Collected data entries
----------
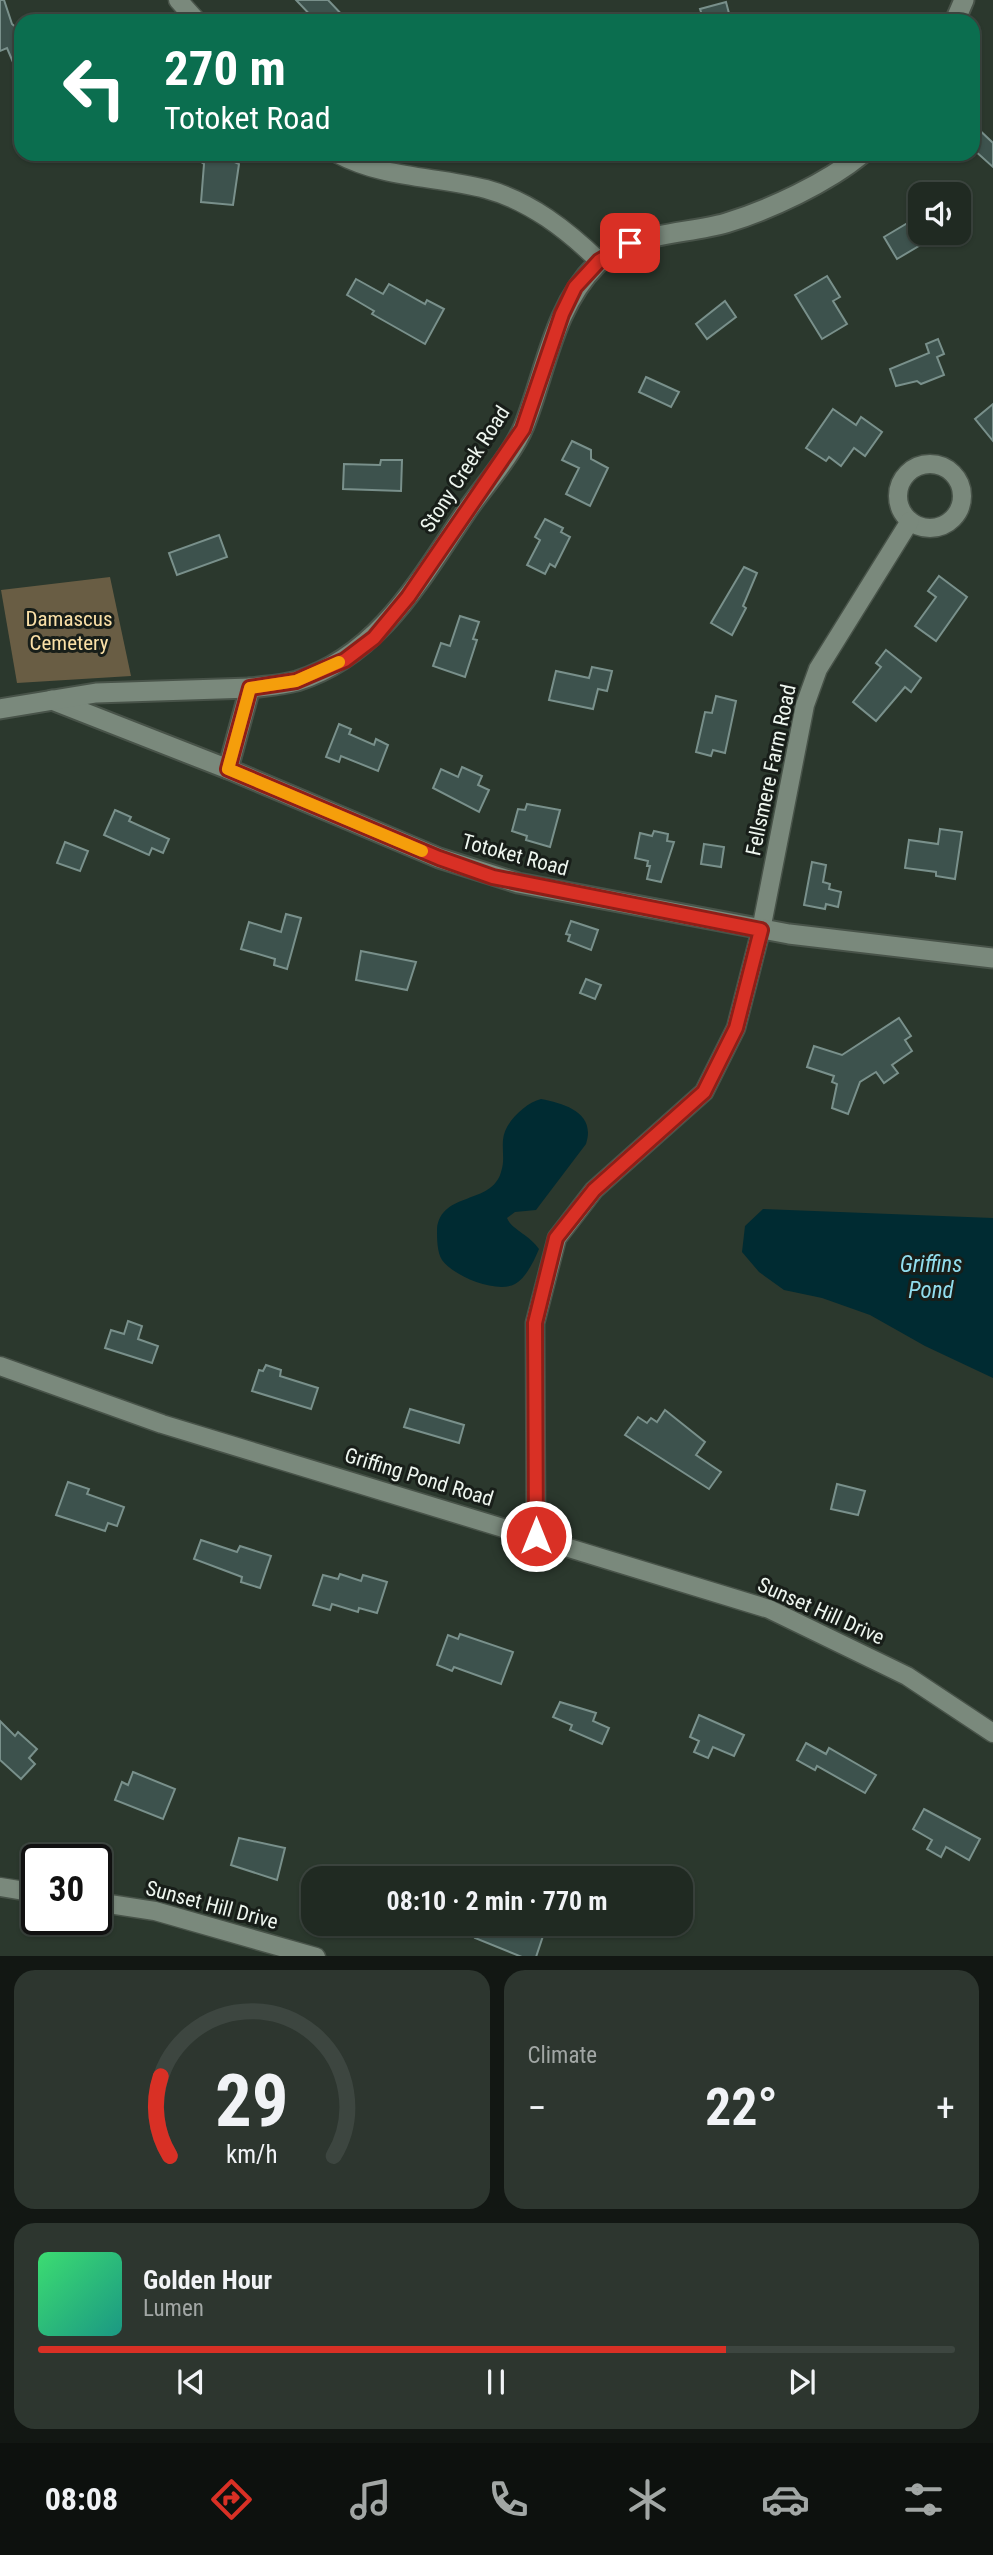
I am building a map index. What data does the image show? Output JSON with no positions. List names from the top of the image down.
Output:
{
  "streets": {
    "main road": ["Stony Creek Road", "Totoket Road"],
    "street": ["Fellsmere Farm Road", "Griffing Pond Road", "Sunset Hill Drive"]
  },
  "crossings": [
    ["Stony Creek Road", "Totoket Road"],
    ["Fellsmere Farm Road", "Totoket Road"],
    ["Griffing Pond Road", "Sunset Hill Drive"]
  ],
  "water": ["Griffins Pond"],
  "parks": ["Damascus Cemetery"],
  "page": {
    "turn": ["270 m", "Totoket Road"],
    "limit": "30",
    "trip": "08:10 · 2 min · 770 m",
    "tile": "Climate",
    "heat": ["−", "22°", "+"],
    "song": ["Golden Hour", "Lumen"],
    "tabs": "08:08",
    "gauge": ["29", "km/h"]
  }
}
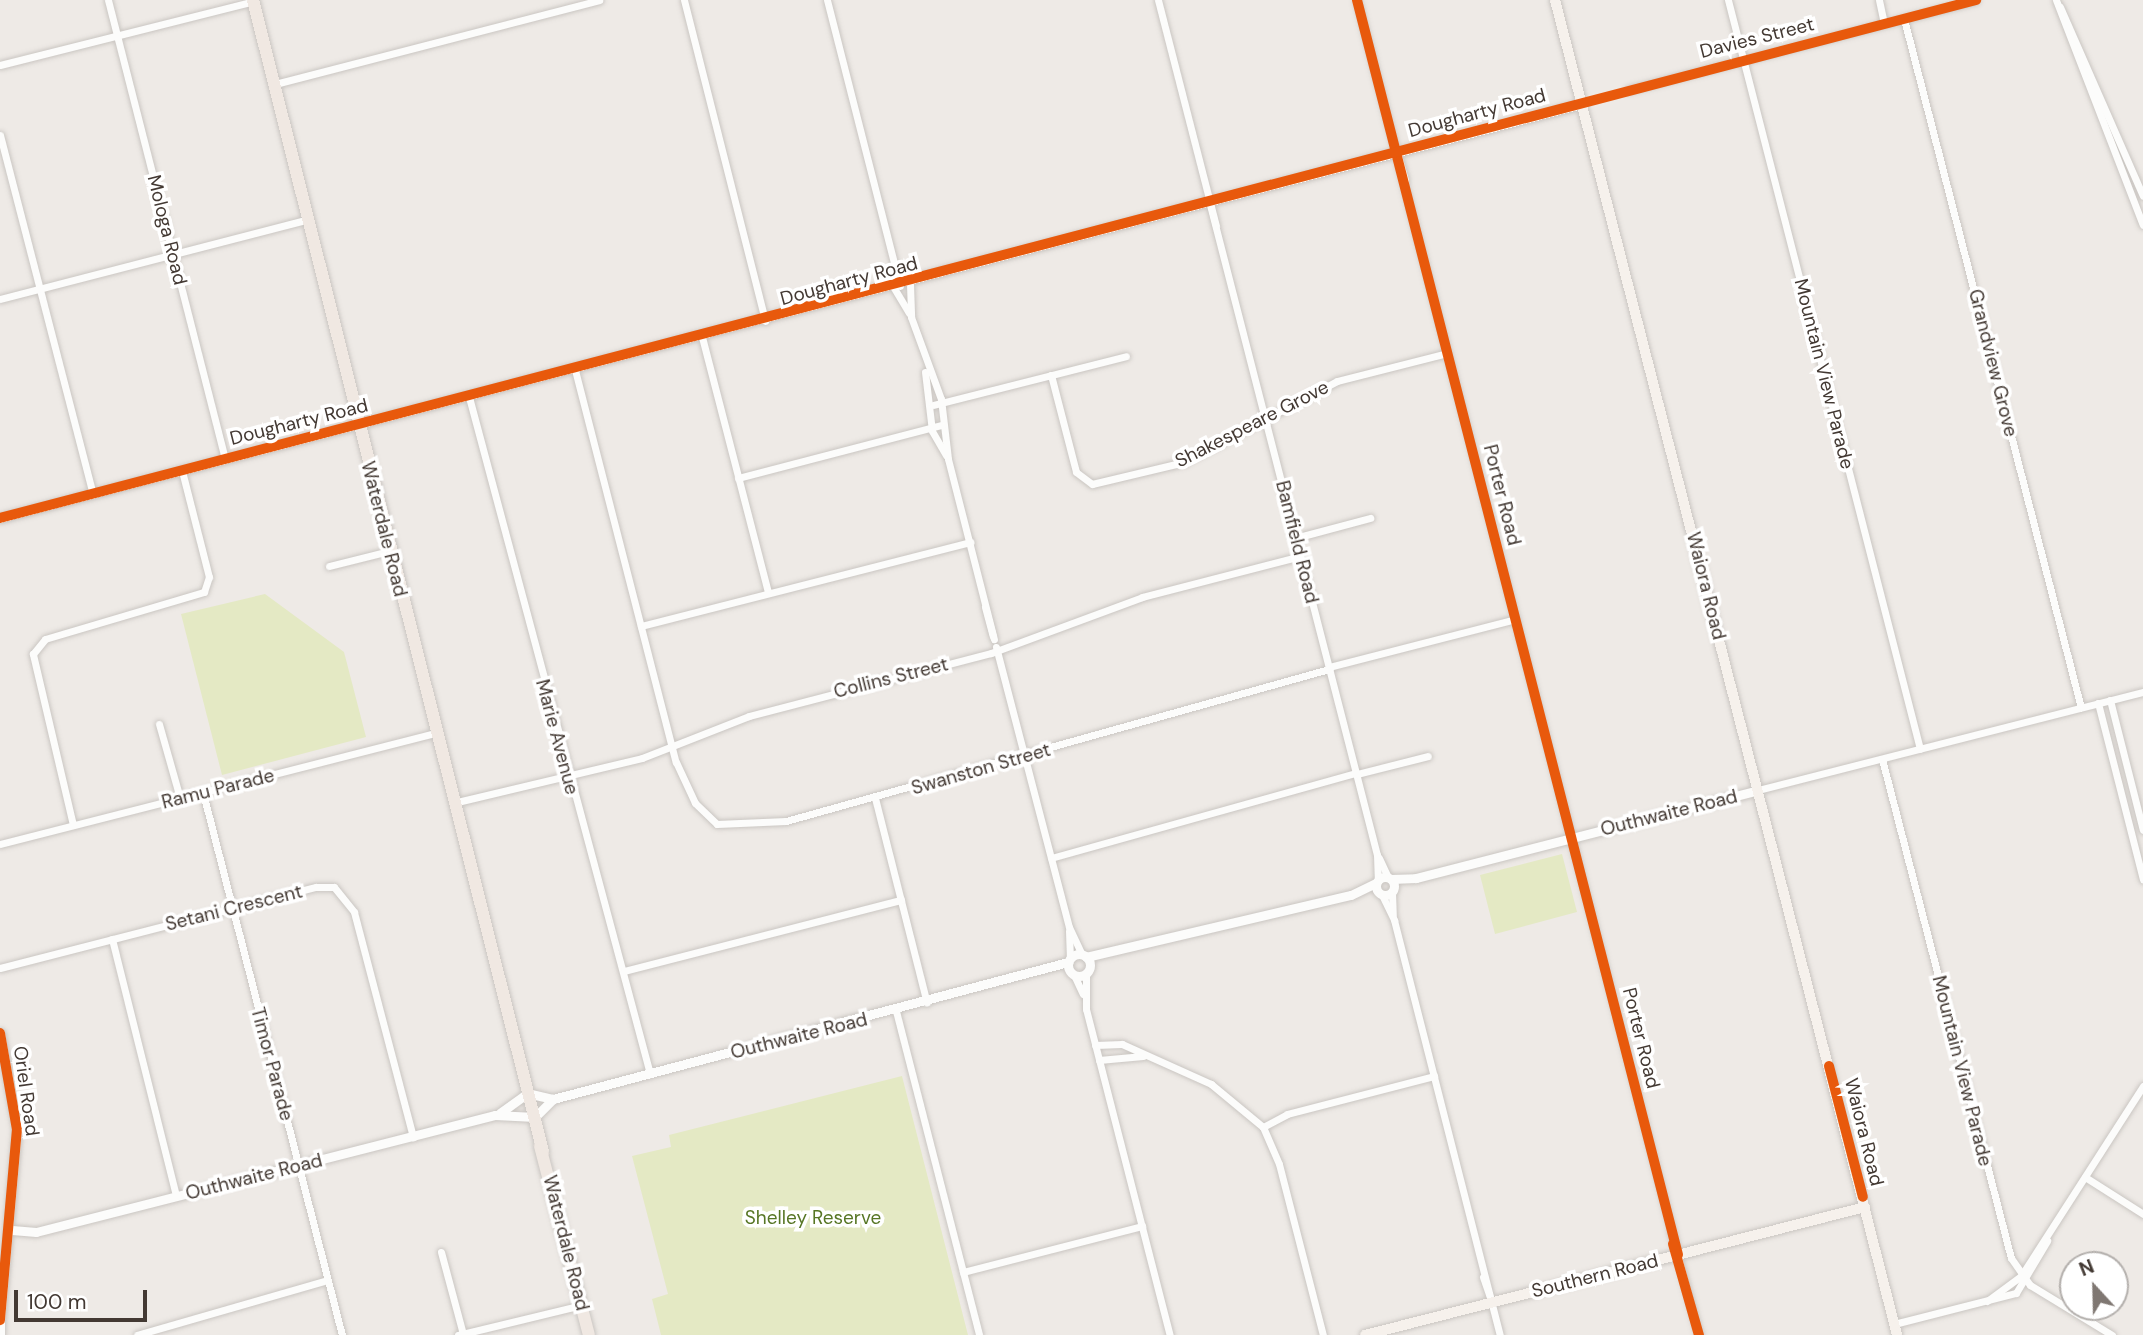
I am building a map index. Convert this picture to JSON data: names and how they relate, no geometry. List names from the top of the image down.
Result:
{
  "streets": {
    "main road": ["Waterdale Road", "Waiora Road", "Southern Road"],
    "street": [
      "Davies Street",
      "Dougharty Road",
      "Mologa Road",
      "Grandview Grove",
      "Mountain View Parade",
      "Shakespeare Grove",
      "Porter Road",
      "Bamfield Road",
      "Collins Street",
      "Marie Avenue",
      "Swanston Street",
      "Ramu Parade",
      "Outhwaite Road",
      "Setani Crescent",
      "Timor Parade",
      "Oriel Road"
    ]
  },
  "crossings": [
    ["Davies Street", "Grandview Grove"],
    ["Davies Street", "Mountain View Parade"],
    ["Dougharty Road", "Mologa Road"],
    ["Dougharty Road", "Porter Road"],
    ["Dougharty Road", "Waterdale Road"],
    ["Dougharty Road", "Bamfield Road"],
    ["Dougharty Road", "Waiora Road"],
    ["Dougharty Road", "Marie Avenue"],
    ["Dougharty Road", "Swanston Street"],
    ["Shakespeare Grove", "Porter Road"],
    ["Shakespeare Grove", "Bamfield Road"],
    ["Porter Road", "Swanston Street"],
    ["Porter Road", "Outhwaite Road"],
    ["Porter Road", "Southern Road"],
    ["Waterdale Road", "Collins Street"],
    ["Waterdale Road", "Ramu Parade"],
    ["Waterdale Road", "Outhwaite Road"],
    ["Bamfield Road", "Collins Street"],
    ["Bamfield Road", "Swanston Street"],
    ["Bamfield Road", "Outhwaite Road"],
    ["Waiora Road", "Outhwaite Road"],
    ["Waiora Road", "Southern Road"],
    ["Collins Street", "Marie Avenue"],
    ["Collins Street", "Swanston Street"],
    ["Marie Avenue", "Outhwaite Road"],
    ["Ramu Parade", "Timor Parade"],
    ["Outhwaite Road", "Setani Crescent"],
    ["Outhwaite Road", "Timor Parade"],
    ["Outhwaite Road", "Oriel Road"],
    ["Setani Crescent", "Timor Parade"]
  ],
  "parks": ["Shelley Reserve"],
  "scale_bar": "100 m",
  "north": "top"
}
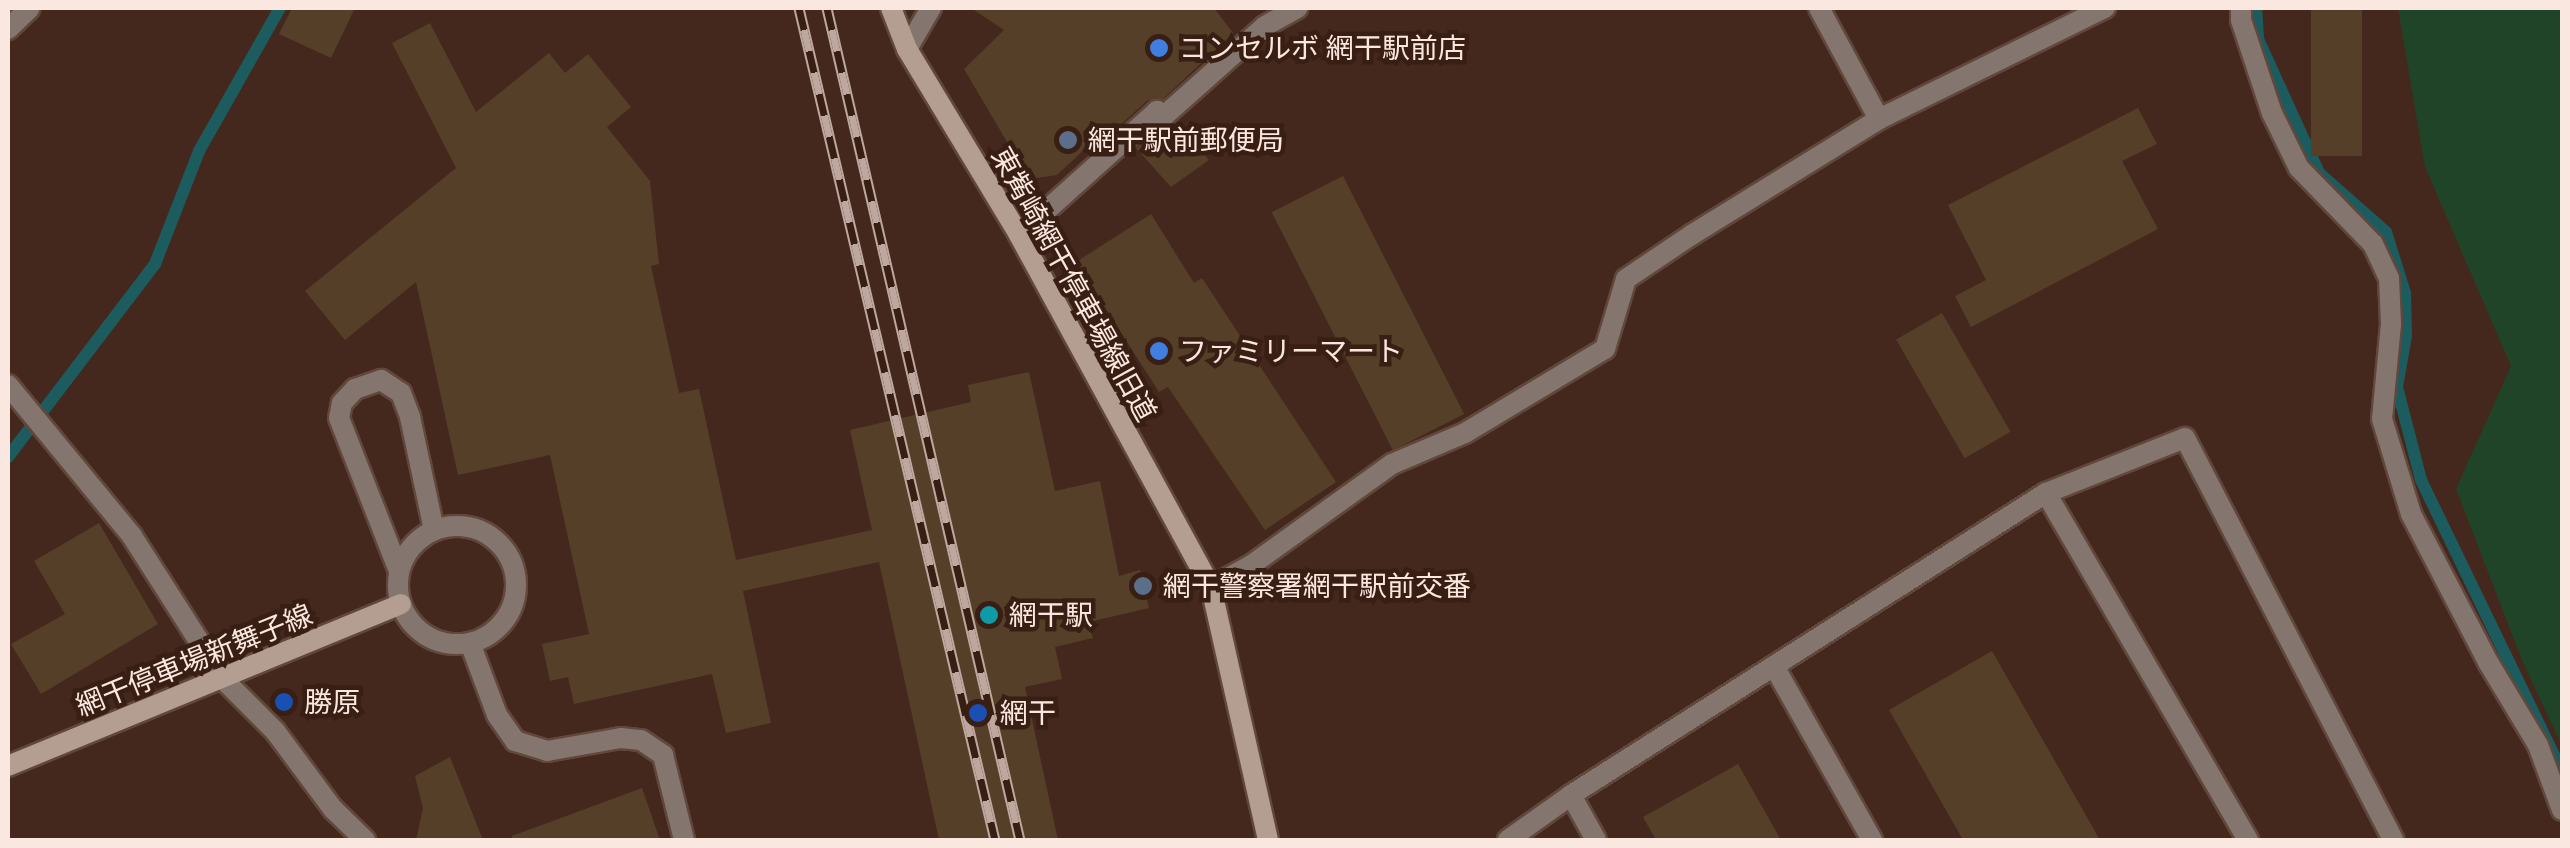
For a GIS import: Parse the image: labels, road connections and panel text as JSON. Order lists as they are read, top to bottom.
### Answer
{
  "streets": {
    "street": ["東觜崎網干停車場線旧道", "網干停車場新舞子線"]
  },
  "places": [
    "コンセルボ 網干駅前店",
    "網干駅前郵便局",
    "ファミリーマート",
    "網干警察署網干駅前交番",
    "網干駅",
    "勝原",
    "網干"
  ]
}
----------
## What to work on:
Would you transcribe each of the entries exactly, skipping the pictures?

## Answer section:
I am building a map index. What data does the image show? Output JSON with no positions. List names from the top of the image down.
Output:
{
  "streets": {
    "main road": ["Stony Creek Road", "Totoket Road"],
    "street": ["Fellsmere Farm Road", "Griffing Pond Road", "Sunset Hill Drive"]
  },
  "crossings": [
    ["Stony Creek Road", "Totoket Road"],
    ["Fellsmere Farm Road", "Totoket Road"],
    ["Griffing Pond Road", "Sunset Hill Drive"]
  ],
  "water": ["Griffins Pond"],
  "parks": ["Damascus Cemetery"],
  "page": {
    "turn": ["270 m", "Totoket Road"],
    "limit": "30",
    "trip": "08:10 · 2 min · 770 m",
    "tile": "Climate",
    "heat": ["−", "22°", "+"],
    "song": ["Golden Hour", "Lumen"],
    "tabs": "08:08",
    "gauge": ["29", "km/h"]
  }
}
I am building a map index. Convert this picture to JSON data: names and how they relate, no geometry. List names from the top of the image down.
Result:
{
  "streets": {
    "main road": ["Waterdale Road", "Waiora Road", "Southern Road"],
    "street": [
      "Davies Street",
      "Dougharty Road",
      "Mologa Road",
      "Grandview Grove",
      "Mountain View Parade",
      "Shakespeare Grove",
      "Porter Road",
      "Bamfield Road",
      "Collins Street",
      "Marie Avenue",
      "Swanston Street",
      "Ramu Parade",
      "Outhwaite Road",
      "Setani Crescent",
      "Timor Parade",
      "Oriel Road"
    ]
  },
  "crossings": [
    ["Davies Street", "Grandview Grove"],
    ["Davies Street", "Mountain View Parade"],
    ["Dougharty Road", "Mologa Road"],
    ["Dougharty Road", "Porter Road"],
    ["Dougharty Road", "Waterdale Road"],
    ["Dougharty Road", "Bamfield Road"],
    ["Dougharty Road", "Waiora Road"],
    ["Dougharty Road", "Marie Avenue"],
    ["Dougharty Road", "Swanston Street"],
    ["Shakespeare Grove", "Porter Road"],
    ["Shakespeare Grove", "Bamfield Road"],
    ["Porter Road", "Swanston Street"],
    ["Porter Road", "Outhwaite Road"],
    ["Porter Road", "Southern Road"],
    ["Waterdale Road", "Collins Street"],
    ["Waterdale Road", "Ramu Parade"],
    ["Waterdale Road", "Outhwaite Road"],
    ["Bamfield Road", "Collins Street"],
    ["Bamfield Road", "Swanston Street"],
    ["Bamfield Road", "Outhwaite Road"],
    ["Waiora Road", "Outhwaite Road"],
    ["Waiora Road", "Southern Road"],
    ["Collins Street", "Marie Avenue"],
    ["Collins Street", "Swanston Street"],
    ["Marie Avenue", "Outhwaite Road"],
    ["Ramu Parade", "Timor Parade"],
    ["Outhwaite Road", "Setani Crescent"],
    ["Outhwaite Road", "Timor Parade"],
    ["Outhwaite Road", "Oriel Road"],
    ["Setani Crescent", "Timor Parade"]
  ],
  "parks": ["Shelley Reserve"],
  "scale_bar": "100 m",
  "north": "top"
}
For a GIS import: Parse the image: labels, road connections and panel text as JSON. Order lists as they are read, top to bottom.
### Answer
{
  "streets": {
    "street": ["東觜崎網干停車場線旧道", "網干停車場新舞子線"]
  },
  "places": [
    "コンセルボ 網干駅前店",
    "網干駅前郵便局",
    "ファミリーマート",
    "網干警察署網干駅前交番",
    "網干駅",
    "勝原",
    "網干"
  ]
}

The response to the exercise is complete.